Aims: Because of its short detection window, uncovering the intake of gammahydroxybutyric
acid (GHB) still constitutes a problem. Aim of the experiments was to
develop and evaluate new tools for a possible extension of the detection window after the
intake of GHB. Methods: Blood, plasma and urine samples (each n=49) of volunteers and of
patients (n=3, patient 1 and 2 chronical intake, patient 3 single intake) therapeutically taking
up to 4.5 g GHB (Xyrem®) per night were collected at different points in time after the intake
up to 72 h. Additionally, hair samples of the patients were taken. Concentration profiles of
GHB (high-performance liquid chromatography-tandem mass spectrometry), GHB-β-
glucuronide and GHB-4-sulfate (high-performance liquid chromatography-quadrupole timeof-
flight-mass spectrometry) in plasma and urine were recorded over time. Hair samples were
analyzed by a validated LC-MS/MS method for GHB and GHB-β-glucuronide.

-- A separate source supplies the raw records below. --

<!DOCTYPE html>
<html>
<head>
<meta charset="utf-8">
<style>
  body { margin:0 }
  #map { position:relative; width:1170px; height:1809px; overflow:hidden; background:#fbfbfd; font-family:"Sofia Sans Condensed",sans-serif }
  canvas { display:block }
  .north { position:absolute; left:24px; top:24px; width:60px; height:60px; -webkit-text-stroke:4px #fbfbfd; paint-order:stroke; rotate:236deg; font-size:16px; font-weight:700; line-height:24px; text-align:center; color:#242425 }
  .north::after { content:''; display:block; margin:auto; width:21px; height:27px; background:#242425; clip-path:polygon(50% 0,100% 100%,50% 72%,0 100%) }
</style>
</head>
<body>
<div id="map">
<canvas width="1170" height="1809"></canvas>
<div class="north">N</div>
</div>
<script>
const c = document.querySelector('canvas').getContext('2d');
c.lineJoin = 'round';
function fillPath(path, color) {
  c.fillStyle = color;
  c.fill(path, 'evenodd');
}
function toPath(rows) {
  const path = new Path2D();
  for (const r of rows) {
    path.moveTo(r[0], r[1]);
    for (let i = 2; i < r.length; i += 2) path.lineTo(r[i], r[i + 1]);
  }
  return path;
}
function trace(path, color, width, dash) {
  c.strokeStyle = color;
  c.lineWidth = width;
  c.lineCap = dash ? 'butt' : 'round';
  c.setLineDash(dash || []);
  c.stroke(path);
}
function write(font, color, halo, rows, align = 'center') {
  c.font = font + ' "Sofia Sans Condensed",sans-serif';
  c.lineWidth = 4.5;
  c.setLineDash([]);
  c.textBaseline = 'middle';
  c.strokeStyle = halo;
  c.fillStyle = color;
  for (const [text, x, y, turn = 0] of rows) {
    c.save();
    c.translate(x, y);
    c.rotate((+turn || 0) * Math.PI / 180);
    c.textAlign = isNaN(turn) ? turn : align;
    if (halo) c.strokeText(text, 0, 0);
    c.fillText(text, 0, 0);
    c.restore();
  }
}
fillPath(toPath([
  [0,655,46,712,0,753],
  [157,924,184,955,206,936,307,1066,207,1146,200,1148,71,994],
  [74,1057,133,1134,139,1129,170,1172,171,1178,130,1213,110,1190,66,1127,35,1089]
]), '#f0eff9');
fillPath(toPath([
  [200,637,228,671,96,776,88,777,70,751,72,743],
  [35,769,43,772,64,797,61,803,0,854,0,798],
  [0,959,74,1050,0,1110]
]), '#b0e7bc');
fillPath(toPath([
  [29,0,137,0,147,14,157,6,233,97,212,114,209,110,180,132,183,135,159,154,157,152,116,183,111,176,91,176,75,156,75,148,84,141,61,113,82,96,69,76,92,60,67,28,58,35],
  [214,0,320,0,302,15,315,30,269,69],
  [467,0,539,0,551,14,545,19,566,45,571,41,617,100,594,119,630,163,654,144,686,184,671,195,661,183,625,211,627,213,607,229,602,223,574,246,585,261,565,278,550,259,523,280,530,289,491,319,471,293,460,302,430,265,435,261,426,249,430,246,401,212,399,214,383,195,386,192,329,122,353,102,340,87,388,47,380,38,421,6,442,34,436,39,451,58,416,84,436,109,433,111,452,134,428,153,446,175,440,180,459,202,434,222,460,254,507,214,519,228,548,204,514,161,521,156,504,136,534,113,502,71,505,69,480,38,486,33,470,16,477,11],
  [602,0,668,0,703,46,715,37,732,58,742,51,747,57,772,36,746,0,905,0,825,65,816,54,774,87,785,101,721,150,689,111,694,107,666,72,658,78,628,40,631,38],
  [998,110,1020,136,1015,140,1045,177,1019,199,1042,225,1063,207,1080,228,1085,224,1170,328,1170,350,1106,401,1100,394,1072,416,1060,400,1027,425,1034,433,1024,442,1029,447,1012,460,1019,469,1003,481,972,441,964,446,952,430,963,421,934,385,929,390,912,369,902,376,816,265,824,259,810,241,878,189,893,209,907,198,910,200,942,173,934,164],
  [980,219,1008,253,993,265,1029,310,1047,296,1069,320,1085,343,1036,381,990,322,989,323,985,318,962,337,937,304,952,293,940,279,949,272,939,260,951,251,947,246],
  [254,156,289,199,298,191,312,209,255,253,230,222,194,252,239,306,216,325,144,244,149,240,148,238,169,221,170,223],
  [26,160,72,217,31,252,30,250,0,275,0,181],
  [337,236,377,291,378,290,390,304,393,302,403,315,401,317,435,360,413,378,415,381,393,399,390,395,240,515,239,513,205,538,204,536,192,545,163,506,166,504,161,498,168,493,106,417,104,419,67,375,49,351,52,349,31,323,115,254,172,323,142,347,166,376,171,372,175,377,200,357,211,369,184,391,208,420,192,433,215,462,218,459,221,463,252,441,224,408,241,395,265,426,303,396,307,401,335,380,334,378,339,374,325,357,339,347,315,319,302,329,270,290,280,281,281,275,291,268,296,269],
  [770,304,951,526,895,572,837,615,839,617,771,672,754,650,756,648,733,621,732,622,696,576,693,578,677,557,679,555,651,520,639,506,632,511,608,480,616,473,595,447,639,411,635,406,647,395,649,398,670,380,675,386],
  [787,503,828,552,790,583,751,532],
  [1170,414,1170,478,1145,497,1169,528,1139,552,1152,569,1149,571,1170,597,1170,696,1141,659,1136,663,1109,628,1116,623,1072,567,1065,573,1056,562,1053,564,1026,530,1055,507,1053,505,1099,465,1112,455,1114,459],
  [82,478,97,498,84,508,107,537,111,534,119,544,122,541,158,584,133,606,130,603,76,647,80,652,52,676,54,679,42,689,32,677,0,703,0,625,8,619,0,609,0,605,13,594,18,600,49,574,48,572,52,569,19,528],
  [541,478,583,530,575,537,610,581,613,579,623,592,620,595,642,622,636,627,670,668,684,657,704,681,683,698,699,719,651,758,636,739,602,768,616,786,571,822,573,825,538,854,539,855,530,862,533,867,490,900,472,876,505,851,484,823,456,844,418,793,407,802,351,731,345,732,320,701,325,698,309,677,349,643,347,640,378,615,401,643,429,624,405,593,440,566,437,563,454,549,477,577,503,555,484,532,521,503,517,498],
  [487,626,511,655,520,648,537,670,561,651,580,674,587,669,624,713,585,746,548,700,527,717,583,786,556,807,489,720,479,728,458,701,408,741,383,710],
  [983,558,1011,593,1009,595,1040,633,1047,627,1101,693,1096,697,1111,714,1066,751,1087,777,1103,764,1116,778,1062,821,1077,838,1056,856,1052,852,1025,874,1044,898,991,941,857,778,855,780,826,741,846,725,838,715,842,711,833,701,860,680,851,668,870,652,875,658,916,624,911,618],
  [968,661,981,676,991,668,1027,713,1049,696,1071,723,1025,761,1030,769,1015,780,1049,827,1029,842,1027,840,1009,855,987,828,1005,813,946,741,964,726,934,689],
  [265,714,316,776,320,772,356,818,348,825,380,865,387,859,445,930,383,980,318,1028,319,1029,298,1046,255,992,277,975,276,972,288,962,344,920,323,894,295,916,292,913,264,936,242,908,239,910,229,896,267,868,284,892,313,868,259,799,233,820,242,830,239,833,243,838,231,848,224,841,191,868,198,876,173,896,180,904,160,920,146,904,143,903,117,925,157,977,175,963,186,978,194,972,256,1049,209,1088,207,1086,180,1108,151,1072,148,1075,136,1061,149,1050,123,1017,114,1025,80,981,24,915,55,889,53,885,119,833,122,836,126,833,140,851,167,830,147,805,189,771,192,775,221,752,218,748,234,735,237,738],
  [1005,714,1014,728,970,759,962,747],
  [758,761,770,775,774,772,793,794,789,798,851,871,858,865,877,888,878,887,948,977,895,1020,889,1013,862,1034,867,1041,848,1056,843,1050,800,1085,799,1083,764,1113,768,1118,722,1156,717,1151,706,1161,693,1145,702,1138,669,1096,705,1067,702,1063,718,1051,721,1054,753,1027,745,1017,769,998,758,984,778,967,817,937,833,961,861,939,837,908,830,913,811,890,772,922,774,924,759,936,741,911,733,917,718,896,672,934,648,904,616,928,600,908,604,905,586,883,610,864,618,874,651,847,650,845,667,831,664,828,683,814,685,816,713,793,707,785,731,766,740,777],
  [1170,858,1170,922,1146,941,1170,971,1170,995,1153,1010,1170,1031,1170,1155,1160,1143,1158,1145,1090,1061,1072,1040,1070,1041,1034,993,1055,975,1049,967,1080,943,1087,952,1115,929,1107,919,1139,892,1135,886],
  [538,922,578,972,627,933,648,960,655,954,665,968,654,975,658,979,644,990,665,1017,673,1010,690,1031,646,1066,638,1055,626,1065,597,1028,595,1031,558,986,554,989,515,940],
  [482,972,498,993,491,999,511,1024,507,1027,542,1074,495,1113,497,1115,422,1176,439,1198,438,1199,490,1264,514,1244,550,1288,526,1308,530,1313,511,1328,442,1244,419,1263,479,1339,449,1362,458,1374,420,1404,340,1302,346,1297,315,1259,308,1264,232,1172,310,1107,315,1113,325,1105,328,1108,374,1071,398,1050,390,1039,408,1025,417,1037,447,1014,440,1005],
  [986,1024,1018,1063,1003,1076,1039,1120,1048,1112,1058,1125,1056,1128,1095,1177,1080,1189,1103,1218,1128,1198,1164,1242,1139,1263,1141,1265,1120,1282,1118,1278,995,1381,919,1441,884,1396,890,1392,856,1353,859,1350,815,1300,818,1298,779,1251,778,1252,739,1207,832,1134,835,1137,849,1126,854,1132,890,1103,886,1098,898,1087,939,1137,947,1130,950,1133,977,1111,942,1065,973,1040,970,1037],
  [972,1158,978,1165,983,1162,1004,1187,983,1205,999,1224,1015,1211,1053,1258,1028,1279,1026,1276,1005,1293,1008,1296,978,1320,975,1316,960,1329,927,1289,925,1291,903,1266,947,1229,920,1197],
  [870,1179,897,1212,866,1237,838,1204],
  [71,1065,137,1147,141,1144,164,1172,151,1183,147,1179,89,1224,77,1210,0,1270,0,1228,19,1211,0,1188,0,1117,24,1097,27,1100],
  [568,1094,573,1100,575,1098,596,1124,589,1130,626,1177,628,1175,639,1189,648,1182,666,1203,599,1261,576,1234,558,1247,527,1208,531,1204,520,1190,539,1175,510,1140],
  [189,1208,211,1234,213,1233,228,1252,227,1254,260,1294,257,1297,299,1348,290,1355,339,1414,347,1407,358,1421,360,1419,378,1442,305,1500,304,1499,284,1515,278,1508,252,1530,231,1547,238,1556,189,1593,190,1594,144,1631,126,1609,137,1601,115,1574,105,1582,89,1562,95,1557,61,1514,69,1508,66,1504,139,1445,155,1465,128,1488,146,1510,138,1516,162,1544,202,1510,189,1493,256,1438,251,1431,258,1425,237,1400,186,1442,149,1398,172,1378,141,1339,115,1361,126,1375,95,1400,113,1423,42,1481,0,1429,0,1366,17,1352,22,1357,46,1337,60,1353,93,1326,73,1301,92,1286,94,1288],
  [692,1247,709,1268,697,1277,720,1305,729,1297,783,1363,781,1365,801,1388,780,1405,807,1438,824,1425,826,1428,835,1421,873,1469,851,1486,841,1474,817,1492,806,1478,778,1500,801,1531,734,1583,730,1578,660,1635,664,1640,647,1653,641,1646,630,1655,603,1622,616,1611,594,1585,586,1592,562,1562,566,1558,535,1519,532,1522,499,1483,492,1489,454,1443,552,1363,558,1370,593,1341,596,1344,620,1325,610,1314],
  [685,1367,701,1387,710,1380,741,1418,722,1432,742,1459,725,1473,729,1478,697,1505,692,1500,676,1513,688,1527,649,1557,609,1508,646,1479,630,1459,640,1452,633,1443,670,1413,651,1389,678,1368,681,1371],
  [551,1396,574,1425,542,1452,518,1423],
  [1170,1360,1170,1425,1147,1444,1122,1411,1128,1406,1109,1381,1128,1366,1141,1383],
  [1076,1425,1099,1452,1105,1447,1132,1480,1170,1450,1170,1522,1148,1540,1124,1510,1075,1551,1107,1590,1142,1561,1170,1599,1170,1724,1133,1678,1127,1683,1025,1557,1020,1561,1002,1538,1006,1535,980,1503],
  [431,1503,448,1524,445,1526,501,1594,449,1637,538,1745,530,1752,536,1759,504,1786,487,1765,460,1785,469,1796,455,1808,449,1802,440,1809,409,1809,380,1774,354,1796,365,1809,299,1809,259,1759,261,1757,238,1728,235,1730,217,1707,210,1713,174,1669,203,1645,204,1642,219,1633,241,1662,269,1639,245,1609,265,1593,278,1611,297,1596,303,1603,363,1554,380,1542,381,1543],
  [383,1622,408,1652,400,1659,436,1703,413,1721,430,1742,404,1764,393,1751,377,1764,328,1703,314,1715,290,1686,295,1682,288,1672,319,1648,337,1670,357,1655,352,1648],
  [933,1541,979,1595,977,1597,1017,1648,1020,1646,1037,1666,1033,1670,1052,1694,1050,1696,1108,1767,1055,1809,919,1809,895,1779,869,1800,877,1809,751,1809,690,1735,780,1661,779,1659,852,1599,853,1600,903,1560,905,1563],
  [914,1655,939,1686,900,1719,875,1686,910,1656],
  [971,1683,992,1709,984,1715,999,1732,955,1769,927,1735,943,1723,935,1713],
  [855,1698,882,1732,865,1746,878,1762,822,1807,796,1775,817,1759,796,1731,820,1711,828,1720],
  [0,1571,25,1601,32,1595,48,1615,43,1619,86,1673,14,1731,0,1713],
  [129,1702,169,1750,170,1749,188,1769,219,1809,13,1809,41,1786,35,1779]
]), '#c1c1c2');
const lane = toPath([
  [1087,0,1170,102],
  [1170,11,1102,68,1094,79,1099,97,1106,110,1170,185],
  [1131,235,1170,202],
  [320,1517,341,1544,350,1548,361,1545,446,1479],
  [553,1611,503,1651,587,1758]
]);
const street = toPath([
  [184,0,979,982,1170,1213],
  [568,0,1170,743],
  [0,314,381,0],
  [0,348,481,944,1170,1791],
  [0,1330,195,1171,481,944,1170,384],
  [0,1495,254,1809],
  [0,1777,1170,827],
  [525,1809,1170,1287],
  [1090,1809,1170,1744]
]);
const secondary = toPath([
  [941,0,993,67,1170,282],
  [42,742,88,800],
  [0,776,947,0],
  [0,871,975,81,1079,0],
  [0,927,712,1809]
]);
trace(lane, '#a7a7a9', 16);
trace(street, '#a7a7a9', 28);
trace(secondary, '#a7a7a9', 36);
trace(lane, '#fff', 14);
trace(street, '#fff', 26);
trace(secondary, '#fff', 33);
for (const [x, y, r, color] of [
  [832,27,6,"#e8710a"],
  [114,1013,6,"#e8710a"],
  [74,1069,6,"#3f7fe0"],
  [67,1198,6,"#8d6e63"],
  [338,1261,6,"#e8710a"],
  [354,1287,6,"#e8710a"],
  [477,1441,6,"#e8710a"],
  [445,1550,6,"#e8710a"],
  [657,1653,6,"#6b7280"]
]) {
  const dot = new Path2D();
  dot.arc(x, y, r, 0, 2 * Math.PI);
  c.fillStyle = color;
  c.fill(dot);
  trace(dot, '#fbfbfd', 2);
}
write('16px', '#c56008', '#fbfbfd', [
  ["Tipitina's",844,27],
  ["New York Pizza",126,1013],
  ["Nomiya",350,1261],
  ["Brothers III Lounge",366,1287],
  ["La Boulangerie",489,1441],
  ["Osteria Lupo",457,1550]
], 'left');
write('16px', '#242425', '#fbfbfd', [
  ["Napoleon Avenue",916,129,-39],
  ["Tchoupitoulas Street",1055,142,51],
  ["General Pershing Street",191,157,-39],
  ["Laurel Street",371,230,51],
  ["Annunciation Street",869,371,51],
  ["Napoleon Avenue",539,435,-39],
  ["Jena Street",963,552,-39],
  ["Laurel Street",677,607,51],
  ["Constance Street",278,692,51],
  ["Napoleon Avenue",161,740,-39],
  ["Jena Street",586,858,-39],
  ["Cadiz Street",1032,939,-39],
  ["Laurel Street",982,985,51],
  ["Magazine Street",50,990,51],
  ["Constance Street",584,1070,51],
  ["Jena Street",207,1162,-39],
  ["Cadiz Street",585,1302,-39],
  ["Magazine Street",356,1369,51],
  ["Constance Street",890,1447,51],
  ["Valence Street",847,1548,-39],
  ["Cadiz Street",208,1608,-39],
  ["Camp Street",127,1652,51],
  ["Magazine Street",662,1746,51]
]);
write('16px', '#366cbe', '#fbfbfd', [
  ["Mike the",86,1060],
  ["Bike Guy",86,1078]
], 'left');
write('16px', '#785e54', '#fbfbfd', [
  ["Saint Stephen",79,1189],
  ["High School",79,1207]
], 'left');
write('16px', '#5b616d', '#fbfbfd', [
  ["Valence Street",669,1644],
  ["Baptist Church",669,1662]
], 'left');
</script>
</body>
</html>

Alterations in
gene expression of ALDH5A1, AKR7A2, EREG and PEA15 in blood, genes of interest which
code for enzymes involved in GHB metabolism, was investigated via quantitative PCR using
an empirically derived normalization strategy. Furthermore, possible discrimination of
endogenous from exogenous GHB in urine via isotope ratio MS was tested. Results and
discussion: The parent compound could be quantified above the usual cut-offs for 4-6 hours
both in blood and urine. No discrimination endogenous/exogenous by neither using the phase
II metabolites of GHB nor using the expression of the genes of interest was possible. In the
hair samples of patients GHB and its glucuronide could not be determined in concentrations
higher than the control group. A discrimination endogenous/exogenous GHB was only
possible using isotope ratio mass spectrometry, however carbon isotope ratios in urine did not
differ longer than GHB was detectable above the cut-off limit. Conclusion: Therefore, these
methods do not seem to be able to extend the detection window of exogenous GHB.